Which lines in the records below contain the word "service"? Copy each one.

→ **Data shown**
_ _ _ _
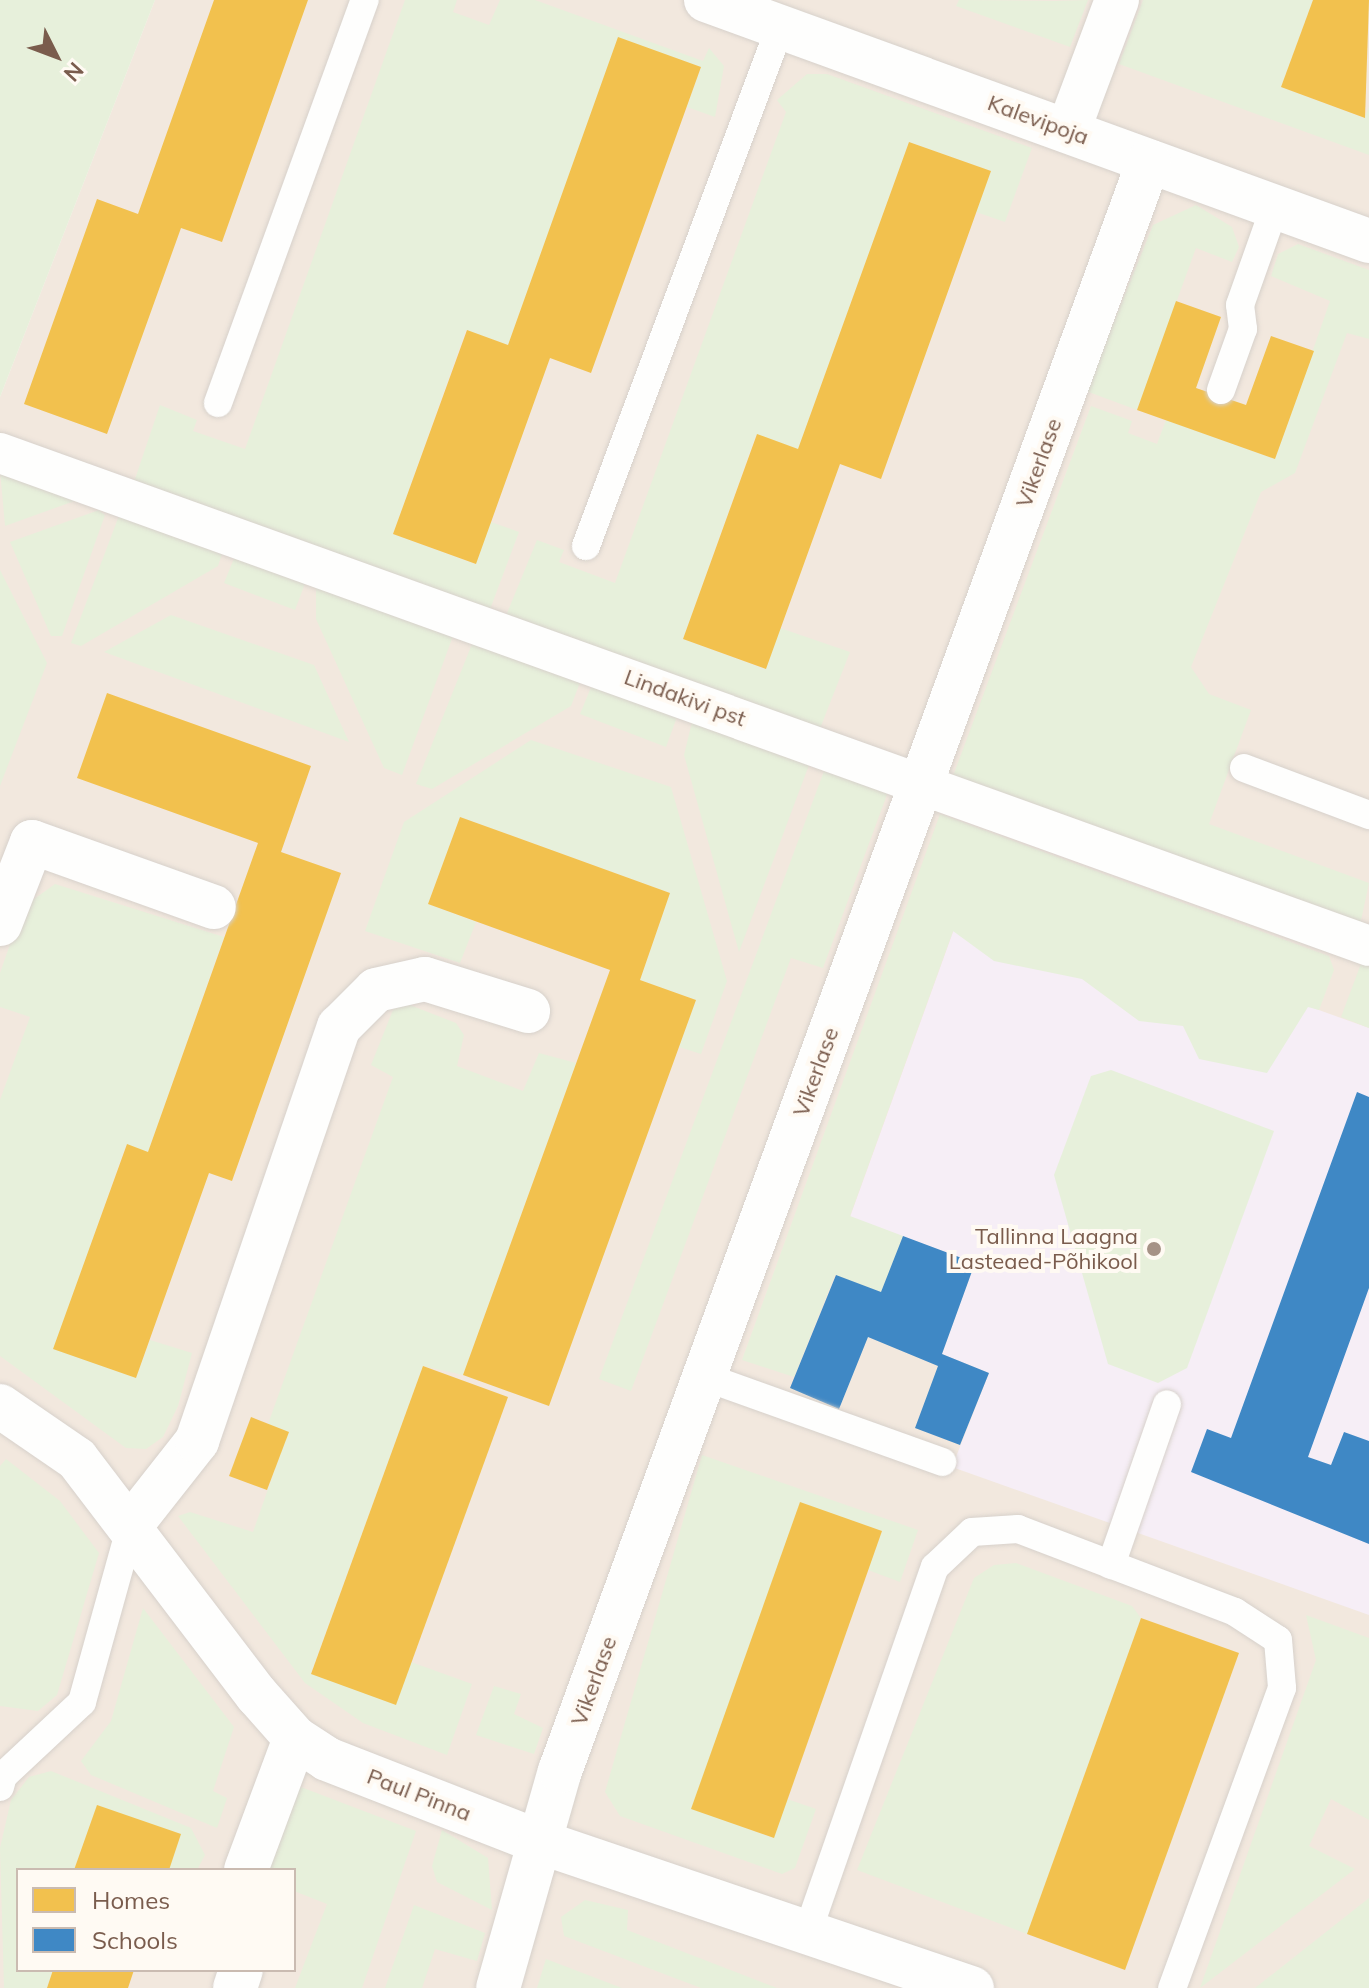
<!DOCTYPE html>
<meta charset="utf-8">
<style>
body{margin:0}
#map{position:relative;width:1369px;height:1988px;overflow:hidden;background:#f9f5f0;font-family:Mulish,sans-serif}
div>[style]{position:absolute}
.residential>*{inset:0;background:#f2e8de}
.education>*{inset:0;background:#f6eef6}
.green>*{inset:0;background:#e7f0db}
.homes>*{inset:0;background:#f2c14e}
.schools>*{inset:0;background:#3f88c5}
.roads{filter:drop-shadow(0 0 2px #d7d1cb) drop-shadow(0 0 2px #d7d1cb)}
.service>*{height:28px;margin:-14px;padding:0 14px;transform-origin:14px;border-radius:14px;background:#fefefd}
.pedestrian>*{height:40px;margin:-20px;padding:0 20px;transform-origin:20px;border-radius:20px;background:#fefefd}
.minor>*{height:44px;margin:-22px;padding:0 22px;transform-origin:22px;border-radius:22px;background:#fefefd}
.dots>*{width:22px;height:22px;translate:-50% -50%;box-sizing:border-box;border:4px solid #fffaf3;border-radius:50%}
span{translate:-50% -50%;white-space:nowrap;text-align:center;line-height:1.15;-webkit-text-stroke:8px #fffaf3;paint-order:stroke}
.street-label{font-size:22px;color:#7a5c4d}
.poi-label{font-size:22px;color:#7a5c4d}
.right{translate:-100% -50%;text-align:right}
.legend{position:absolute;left:16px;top:1868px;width:280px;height:104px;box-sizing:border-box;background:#fffaf3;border:2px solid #cabbb1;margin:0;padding:10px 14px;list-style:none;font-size:24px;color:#7a5c4d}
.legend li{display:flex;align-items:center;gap:16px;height:40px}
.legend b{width:40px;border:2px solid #cabbb1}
.north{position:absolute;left:16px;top:16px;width:80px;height:80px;-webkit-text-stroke:6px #fffaf3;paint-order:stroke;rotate:132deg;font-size:22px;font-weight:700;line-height:32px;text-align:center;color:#7a5c4d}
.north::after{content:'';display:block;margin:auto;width:28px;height:36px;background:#7a5c4d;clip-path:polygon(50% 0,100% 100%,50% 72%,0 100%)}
</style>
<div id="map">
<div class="residential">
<div style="clip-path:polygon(evenodd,155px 0,1369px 0,1369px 1988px,0 1988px,0 397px,155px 0,18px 1870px,294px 1870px,294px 1970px,18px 1970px,18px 1870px)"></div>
</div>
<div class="education">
<div style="clip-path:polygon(970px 885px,1369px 1028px,1369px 1615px,952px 1467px,989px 1373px,942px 1354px,975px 1263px,850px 1217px)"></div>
</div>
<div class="green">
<div style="clip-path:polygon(0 0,155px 0,0 397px)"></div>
<div style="clip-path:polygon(405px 0,457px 0,453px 12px,489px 25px,500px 0,535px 0,703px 61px,709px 48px,724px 66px,715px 117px,687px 107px,701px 67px,618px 38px,508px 345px,466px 330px,393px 534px,475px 564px,491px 522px,519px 532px,489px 612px,134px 482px,160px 405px,197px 420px,193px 431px,245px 449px)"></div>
<div style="clip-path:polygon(959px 0,1054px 1px,1088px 0,1070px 47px,956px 6px)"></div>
<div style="clip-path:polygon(1143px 0,1313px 0,1281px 87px,1364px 118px,1369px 107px,1369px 155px,1119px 64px)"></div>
<div style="clip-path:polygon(807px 74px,827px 74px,1032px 148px,1005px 222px,976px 212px,991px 171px,909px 142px,798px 449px,756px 435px,683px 639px,765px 669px,780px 628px,850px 652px,819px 731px,505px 618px,537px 540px,564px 550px,559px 562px,615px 583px,786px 112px,777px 100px)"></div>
<div style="clip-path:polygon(1196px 205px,1232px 227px,1239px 247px,1232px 262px,1196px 248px,1137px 410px,1086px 391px,1153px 225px)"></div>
<div style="clip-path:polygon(1298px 244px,1369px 270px,1369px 339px,1347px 333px,1295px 473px,1261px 492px,1191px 667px,1209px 694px,1251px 710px,1209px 824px,1369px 883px,1360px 925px,953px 776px,1091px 406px,1132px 421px,1128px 433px,1157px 444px,1166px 420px,1275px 459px,1330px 301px,1271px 276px,1278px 254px)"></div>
<div style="clip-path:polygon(0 470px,80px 499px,5px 526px)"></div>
<div style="clip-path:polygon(99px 510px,105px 515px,62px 636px,51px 636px,10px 542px)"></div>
<div style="clip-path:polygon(120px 513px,223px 551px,218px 566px,81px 646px,71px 643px)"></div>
<div style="clip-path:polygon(235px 556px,306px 581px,295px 610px,224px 583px)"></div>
<div style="clip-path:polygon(0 570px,47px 663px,0 786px)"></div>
<div style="clip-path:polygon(316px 585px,453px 636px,402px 775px,384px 768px,316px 619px)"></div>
<div style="clip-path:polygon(171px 615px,314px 665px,349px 742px,104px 652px)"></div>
<div style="clip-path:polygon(472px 644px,581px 680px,571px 706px,432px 789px,416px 784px)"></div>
<div style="clip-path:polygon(592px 685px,677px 717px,666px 747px,580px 714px)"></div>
<div style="clip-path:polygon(692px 722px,809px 765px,739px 952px,684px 755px)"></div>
<div style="clip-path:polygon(531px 740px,671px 787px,727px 981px,701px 1054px,679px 1047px,696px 1000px,640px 980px,670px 893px,460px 817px,428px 904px,476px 922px,460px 963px,365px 931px,404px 822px)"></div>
<div style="clip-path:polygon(824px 771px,888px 792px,823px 968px,791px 958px,631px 1391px,599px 1379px)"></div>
<div style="clip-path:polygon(940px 814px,1329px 956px,1334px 970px,1319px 1010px,1308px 1007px,1267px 1073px,1199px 1059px,1183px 1026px,1139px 1021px,1082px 979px,994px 961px,953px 931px,850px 1216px,903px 1236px,881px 1292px,835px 1275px,794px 1377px,742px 1360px)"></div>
<div style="clip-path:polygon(55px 884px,224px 937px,148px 1152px,126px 1145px,54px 1348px,136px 1378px,150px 1340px,192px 1353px,178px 1406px,163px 1437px,146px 1449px,126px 1448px,0 1356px,0 1100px,30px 1017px,0 1007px,0 973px,23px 907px)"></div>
<div style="clip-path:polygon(1362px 961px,1369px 964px,1369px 1028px,1341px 1017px)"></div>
<div style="clip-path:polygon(397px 1000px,456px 1023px,464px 1035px,457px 1066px,523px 1091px,539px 1053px,576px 1063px,463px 1375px,423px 1366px,311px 1673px,411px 1662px,472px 1684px,447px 1755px,363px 1723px,305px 1683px,178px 1516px,190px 1512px,253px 1532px,288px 1432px,268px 1424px,393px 1077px,371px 1065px)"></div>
<div style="clip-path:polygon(1111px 1070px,1274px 1131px,1187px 1368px,1158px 1383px,1108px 1364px,1054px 1175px,1091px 1076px)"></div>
<div style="clip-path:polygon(702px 1455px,918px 1530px,900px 1582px,868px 1570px,882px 1531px,800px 1503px,692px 1808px,773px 1838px,787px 1799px,816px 1809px,795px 1868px,782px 1874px,620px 1816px,605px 1792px)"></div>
<div style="clip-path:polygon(6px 1459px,60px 1501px,99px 1553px,57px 1695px,38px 1711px,0 1706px,0 1466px)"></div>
<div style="clip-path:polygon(1016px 1563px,1132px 1606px,1141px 1618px,1027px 1934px,857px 1870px,974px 1578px,994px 1565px)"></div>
<div style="clip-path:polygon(143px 1608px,234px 1727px,213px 1791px,227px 1798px,217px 1828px,91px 1775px,81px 1761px,111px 1721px)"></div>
<div style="clip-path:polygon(1306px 1615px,1369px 1638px,1369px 1820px,1331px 1799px,1309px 1846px,1355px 1869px,1200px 1988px,1316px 1660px)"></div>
<div style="clip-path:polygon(494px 1686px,521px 1694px,514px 1714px,543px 1728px,534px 1754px,476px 1735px)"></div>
<div style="clip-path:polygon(51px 1771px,191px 1828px,205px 1855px,197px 1870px,162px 1870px,97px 1806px,74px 1870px,18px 1870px,18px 1970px,53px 1970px,47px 1988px,4px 1988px,0 1848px,11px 1800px,29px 1777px)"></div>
<div style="clip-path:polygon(293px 1784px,416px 1831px,362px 1988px,295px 1988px,327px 1904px,294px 1891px,294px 1870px,260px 1870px)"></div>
<div style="clip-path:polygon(442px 1830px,488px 1858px,492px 1910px,437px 1882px,432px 1866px)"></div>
<div style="clip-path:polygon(1369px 1897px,1369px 1988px,1255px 1988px,1369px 1898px)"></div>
<div style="clip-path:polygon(585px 1900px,628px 1910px,627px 1930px,777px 1988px,701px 1988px,564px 1936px,561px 1917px)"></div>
<div style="clip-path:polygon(414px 1905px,485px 1933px,477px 1961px,435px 1949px,422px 1988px,385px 1988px)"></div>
<div style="clip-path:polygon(546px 1959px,622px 1988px,537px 1988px)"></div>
</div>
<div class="homes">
<div style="clip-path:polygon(214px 0,308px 0,222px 242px,181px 228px,107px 434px,24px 404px,97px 199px,138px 214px)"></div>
<div style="clip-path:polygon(1313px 0,1369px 0,1365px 118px,1281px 87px)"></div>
<div style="clip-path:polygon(618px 37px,701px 67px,591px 373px,550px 358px,476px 564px,393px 534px,467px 330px,508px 345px)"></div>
<div style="clip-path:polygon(909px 142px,991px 171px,881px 479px,840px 464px,766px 669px,683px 639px,757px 434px,798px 449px)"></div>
<div style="clip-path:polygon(1176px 301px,1221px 317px,1196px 388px,1246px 405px,1271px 336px,1314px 351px,1275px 459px,1137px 410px)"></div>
<div style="clip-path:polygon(107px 693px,311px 766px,281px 852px,341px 873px,232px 1181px,209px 1173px,136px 1378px,53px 1349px,127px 1144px,148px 1152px,258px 843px,77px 778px)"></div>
<div style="clip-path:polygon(460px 817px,670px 893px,640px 980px,696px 1000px,549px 1406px,463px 1375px,610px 970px,428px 904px)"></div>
<div style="clip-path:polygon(423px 1366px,508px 1397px,396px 1705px,311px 1674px)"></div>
<div style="clip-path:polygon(251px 1417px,289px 1432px,267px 1490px,229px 1476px)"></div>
<div style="clip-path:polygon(800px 1502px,882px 1531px,774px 1838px,691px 1809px)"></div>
<div style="clip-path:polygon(1141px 1618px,1239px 1653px,1125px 1970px,1027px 1934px)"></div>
<div style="clip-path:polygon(97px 1805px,181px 1834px,169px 1870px,74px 1870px)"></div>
<div style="clip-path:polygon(53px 1970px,134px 1970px,128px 1988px,47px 1988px)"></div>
</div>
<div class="schools">
<div style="clip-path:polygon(1357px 1092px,1369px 1097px,1369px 1288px,1308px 1457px,1331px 1465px,1344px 1432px,1369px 1441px,1369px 1544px,1191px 1472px,1207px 1429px,1231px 1438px)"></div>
<div style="clip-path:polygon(903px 1236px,975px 1263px,942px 1354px,989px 1373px,960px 1445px,915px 1428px,938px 1366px,868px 1337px,839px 1409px,790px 1388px,836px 1275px,881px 1292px)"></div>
</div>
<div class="roads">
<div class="service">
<div style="left:1221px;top:390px;width:65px;rotate:-70.2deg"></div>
<div style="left:1243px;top:329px;width:24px;rotate:-97deg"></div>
<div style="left:1240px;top:305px;width:105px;rotate:-70.5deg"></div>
<div style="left:218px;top:403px;width:429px;rotate:-70deg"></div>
<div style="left:586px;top:546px;width:554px;rotate:-69.5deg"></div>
<div style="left:1244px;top:768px;width:134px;rotate:20.6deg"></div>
<div style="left:705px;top:1377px;width:252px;rotate:19.7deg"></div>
<div style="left:1111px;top:1565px;width:170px;rotate:-70.8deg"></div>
<div style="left:0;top:1787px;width:11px;rotate:-75deg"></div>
<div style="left:3px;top:1776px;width:108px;rotate:-43.1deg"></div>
<div style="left:82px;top:1702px;width:184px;rotate:-74.5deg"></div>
<div style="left:809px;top:1928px;width:382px;rotate:-70.8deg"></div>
<div style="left:935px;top:1567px;width:51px;rotate:-43.4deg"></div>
<div style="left:972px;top:1532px;width:46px;rotate:-3.7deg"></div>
<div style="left:1018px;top:1529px;width:232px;rotate:20.9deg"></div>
<div style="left:1235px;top:1612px;width:51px;rotate:33.1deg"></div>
<div style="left:1278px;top:1640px;width:48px;rotate:85.2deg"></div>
<div style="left:1282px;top:1688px;width:320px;rotate:110.1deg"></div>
</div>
<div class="pedestrian">
<div style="left:0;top:453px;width:1455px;rotate:19.8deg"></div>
</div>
<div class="minor">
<div style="left:706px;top:0;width:705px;rotate:19.98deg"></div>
<div style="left:1068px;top:131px;width:140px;rotate:-69.5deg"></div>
<div style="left:0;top:924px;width:88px;rotate:-68.7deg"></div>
<div style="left:32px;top:842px;width:193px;rotate:19.7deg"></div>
<div style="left:0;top:1406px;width:93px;rotate:34.5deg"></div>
<div style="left:77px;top:1459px;width:297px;rotate:52.7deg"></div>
<div style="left:257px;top:1695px;width:57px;rotate:48.5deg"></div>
<div style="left:295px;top:1738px;width:38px;rotate:33deg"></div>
<div style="left:327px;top:1759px;width:229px;rotate:21.3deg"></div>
<div style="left:540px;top:1842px;width:456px;rotate:18.7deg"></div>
<div style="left:131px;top:1525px;width:107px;rotate:-51.8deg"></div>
<div style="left:197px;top:1441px;width:438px;rotate:-71.1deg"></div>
<div style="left:339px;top:1027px;width:52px;rotate:-45deg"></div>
<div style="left:376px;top:990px;width:50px;rotate:-12.7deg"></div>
<div style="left:425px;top:979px;width:108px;rotate:17.3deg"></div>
<div style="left:246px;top:1870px;width:141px;rotate:-69.6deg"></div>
<div style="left:235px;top:1988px;width:19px;rotate:-72deg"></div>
<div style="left:498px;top:1988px;width:226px;rotate:-74.1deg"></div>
<div style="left:560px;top:1771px;width:1714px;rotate:-69.91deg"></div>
</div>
</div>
<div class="dots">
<div style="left:1154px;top:1249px;background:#a69286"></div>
</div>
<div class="street-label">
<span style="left:1038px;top:120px;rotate:20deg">Kalevipoja</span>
<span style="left:1039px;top:463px;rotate:-70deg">Vikerlase</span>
<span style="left:685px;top:698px;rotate:20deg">Lindakivi pst</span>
<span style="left:816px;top:1072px;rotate:-70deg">Vikerlase</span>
<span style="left:594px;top:1681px;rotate:-70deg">Vikerlase</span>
<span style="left:419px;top:1795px;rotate:21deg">Paul Pinna</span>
</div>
<div class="poi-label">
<span class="right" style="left:1138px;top:1249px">Tallinna Laagna<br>Lasteaed-Põhikool</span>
</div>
<ul class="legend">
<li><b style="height:22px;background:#f2c14e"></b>Homes</li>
<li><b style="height:22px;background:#3f88c5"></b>Schools</li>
</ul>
<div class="north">N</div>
</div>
_ _ _ _
→ **Exercise output**
.service>*{height:28px;margin:-14px;padding:0 14px;transform-origin:14px;border-radius:14px;background:#fefefd}
<div class="service">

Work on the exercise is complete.